The unit includes military-grade RN65 Vishay resistors; multi-stage capacitive filtration with polypropylene film, film & foil and paper-in-oil capacitors; and a "heavily filtered and rectified DC heater supply". Power supply regulation is via a 300-watt, 23-amp hi-current Mosfet with current and short circuit protection. Power supply capacitors include units at 650µF @ 500VDC (x2);15uF @ 450VDC (x5); ,47uF @ 630V (x1); and 4700uF @ 35v (x2). AC power requirements are factory pre-configured but an optional dual-voltage international panel switch is available. The amp is put together of a heavy-gauge bent aluminum U-shape that seamlessly covers the guts front to back and bolts to a 90-degree rotated and lidded bottom U via a total of four small hex screws front and aft. SinglePower sells and recommends the following valves for the MPX3 (pricing per tube): Current-production Electro-Harmonix' at $15; 1943 KenRad VT-231s at $115; 1951 Hytron 6SN7GTs at $105; 1954 Hytron 6SN7GTs at $75; and Sylvania VT-231s at $98. Warm-up time for the amp is 5 minutes (30 minutes optimal) while break-in time is 100-200 hours, with initial conditioning performed at the factory.
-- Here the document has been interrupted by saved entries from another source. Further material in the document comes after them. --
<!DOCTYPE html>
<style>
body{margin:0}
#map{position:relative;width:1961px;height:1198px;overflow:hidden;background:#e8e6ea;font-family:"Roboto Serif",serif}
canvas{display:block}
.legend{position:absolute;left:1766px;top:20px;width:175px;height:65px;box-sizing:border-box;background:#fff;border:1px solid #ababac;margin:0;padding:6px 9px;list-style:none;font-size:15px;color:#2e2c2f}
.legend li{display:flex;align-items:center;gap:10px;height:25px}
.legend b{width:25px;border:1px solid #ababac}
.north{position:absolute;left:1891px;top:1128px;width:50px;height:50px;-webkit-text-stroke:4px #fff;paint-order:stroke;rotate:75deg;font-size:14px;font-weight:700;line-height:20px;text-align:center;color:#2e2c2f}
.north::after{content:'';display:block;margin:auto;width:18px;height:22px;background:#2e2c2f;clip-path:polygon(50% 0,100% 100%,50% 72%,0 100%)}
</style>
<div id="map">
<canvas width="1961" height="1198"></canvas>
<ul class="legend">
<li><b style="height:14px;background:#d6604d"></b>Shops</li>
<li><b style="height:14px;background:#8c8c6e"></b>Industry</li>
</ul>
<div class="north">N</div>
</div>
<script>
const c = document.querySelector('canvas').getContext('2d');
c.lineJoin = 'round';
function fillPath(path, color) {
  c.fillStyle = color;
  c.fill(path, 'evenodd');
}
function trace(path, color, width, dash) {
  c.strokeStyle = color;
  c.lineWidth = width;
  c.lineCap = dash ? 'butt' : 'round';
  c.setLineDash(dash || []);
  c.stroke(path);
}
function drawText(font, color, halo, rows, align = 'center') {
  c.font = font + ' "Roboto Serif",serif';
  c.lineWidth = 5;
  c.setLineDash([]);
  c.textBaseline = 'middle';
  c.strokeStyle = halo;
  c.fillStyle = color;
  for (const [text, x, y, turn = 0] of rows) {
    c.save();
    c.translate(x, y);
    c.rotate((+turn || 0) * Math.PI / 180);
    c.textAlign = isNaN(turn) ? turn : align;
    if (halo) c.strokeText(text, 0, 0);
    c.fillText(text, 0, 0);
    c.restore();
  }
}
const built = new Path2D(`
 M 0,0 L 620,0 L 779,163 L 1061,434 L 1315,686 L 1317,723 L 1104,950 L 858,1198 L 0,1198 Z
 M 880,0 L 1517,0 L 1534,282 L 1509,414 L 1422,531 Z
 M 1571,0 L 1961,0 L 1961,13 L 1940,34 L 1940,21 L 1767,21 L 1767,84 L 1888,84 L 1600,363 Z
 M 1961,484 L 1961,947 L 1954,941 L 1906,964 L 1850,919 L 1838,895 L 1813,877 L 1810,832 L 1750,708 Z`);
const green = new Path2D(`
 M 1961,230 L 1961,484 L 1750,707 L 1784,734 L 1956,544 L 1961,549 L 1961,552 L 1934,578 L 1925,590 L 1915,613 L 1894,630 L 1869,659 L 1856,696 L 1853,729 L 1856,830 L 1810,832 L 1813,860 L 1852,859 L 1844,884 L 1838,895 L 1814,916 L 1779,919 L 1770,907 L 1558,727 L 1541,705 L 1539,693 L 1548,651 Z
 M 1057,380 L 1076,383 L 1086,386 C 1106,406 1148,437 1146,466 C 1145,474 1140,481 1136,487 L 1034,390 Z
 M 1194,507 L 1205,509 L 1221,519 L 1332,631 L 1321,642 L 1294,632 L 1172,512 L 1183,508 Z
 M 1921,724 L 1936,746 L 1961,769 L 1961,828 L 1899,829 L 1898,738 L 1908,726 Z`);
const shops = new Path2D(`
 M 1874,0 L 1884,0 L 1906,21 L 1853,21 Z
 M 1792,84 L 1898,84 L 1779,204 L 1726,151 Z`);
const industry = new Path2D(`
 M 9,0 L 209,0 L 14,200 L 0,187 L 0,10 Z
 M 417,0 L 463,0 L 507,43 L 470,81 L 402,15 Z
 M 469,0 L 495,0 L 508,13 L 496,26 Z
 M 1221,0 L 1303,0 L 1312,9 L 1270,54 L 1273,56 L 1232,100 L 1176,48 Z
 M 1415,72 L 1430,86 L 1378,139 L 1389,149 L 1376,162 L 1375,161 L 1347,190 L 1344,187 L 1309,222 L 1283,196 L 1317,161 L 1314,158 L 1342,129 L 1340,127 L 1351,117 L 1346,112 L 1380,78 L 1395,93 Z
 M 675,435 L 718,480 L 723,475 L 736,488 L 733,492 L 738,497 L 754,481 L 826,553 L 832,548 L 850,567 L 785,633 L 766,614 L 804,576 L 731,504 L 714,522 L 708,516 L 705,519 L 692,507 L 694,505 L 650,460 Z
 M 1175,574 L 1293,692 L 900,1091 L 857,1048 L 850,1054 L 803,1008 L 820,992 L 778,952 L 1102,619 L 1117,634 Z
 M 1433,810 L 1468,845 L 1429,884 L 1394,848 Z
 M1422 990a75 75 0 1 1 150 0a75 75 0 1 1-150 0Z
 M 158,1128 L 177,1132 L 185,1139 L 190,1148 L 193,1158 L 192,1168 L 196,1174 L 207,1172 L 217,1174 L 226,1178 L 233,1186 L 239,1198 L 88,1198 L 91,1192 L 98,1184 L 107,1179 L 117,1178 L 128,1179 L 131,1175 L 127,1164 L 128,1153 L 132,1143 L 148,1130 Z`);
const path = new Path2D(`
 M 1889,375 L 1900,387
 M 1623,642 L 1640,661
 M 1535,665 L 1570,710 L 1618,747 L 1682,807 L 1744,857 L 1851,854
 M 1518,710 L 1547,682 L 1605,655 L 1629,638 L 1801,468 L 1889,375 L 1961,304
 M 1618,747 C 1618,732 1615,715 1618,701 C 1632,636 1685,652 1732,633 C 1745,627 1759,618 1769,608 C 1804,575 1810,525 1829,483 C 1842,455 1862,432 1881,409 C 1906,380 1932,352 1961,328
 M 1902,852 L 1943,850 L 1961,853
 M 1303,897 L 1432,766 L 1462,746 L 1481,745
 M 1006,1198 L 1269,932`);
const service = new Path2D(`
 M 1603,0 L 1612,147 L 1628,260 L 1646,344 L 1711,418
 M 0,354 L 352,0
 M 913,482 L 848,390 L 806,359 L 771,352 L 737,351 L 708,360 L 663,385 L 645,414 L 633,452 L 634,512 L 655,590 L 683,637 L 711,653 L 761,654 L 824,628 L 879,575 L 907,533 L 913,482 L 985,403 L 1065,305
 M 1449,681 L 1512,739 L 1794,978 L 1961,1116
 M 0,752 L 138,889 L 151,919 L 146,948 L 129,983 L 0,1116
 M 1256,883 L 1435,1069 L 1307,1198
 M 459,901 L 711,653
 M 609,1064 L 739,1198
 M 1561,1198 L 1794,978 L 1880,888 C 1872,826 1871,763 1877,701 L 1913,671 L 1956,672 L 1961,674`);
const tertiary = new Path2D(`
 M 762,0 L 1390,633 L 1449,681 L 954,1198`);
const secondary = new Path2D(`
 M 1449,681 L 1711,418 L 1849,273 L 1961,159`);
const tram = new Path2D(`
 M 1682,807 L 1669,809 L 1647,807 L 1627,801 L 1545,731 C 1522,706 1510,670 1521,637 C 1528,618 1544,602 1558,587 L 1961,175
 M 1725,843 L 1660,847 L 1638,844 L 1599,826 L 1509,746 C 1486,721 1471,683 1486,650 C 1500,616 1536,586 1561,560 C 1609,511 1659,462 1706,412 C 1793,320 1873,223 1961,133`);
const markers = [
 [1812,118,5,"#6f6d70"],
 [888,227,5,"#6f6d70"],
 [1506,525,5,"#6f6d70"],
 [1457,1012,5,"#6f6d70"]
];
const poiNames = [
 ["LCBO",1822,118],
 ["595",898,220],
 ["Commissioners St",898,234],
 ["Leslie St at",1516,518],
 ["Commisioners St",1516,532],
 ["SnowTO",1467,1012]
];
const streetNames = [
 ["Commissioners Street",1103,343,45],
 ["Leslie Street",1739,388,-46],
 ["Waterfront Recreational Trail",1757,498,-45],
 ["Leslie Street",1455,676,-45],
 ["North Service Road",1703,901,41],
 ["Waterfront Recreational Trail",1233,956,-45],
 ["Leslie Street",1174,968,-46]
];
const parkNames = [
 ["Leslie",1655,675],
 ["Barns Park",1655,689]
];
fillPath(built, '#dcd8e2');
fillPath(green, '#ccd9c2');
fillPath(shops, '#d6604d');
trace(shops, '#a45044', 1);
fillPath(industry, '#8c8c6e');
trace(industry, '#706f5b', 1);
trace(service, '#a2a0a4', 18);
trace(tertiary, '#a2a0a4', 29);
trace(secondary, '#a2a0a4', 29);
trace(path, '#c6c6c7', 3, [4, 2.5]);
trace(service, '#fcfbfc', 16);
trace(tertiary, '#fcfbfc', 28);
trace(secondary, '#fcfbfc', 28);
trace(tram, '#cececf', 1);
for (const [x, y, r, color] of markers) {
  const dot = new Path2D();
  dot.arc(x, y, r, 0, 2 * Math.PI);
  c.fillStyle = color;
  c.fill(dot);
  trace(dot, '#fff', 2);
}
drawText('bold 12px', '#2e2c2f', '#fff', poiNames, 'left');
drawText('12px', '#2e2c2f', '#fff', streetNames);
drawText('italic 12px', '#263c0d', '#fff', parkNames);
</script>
Because of pending patents, Mikhail requested that I not publish candid shots of the insides. Asked what he offered beyond the MPX3, I was introduced to the $1,699 Supra -- commonly sold between $2,000 and $2,200 with the most popular upgrade options installed -- followed by the $3,200 Maestro above and lastly a 65lbs $6,500 beast simply dubbed the SDS (is that short hand for surely da shit?) of which only five or six units have sold thus far. Both top models incorporate 99dB-efficient Vanderveen-designed power transformers which SinglePower commissioned directly from transformer specialist Plitron in Canada.


As one climbs up inside the SinglePower model chain, overall gain reduces, resolution increases and power supplies grow more and more extravagant. The Supra already enjoys 250 volts of headroom to increase energy-on-demand times and thus speed and stiffness while its screen voltage actually drops by 50 volts below the 315V of the MPX3. (The tubes in the above image are Mullard CP181s at ca. $200/ea., a higher-emission variant of the 6SN7 that draws roughly 1.5 times its current.) SinglePower recently acquired an established vendor of high-quality audiophile parts for which manufacturing has already shifted in-house. Watch Mikhail's website for pending announcements. He further divulged that he's been in R&D for quite some time now on an OTL tube amplifier that will produce about 65 watts into 8 ohms and is claimed to be unconditionally stable into any loudspeaker load.